* **What you should do**:
Lines containing the word "List" are the ones to copy from the records below.
Start of Source information
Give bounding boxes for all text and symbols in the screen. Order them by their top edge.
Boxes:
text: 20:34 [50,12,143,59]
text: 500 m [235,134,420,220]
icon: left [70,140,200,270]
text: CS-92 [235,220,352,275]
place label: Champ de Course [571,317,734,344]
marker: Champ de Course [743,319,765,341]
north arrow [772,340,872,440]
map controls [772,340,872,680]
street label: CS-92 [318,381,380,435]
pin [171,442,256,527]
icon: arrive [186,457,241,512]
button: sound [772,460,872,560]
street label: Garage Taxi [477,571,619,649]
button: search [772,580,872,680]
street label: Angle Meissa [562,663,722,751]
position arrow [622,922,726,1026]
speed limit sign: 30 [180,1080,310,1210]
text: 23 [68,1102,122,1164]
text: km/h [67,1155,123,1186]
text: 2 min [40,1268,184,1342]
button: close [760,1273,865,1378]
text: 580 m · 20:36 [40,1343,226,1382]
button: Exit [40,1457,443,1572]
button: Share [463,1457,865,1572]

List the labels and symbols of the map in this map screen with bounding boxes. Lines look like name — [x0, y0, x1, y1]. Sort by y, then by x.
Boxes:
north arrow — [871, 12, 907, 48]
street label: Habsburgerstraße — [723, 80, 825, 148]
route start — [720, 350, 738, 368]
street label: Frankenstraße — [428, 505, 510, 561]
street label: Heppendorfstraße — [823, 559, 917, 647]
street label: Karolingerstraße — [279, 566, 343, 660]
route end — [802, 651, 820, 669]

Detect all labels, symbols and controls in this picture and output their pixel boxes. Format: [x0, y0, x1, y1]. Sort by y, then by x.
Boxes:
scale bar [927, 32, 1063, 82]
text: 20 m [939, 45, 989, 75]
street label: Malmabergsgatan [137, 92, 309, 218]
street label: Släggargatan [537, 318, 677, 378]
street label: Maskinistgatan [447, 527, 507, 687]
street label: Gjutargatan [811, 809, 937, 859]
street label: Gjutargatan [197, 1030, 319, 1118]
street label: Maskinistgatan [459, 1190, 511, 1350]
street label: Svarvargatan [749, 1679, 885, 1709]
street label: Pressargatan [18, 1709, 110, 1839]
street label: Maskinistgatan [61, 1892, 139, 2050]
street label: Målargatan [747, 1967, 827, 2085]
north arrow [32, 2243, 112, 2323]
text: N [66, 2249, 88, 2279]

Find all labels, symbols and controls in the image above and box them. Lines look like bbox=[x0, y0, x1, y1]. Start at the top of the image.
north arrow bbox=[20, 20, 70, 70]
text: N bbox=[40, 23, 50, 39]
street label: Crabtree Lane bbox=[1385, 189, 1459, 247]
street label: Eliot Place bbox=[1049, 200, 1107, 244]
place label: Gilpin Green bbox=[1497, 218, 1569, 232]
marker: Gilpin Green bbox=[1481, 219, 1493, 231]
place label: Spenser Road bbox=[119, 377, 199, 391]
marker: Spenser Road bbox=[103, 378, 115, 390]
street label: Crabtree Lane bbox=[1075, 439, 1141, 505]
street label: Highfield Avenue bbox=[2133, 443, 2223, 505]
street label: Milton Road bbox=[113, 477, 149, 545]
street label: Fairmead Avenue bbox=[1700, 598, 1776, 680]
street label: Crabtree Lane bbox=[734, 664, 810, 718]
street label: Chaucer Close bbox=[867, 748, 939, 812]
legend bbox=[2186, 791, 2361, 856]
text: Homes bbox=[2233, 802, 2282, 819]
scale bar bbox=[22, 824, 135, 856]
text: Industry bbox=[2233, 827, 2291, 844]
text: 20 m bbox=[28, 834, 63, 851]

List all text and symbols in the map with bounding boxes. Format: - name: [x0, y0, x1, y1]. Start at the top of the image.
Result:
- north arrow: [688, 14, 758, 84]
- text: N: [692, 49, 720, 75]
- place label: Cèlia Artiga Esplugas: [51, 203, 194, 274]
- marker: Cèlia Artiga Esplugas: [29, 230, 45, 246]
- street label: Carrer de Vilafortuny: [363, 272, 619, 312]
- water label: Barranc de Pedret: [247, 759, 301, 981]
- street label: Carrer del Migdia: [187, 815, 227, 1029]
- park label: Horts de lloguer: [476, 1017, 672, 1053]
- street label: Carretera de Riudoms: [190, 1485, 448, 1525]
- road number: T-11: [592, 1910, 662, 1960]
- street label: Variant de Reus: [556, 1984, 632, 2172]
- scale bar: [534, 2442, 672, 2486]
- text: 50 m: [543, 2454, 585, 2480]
End of Source information
* **Answer below**:
List the labels and symbols of the map in this map screen with bounding boxes. Lines look like name — [x0, y0, x1, y1]. Sort by y, then by x.
List all text and symbols in the map with bounding boxes. Format: - name: [x0, y0, x1, y1]. Start at the top of the image.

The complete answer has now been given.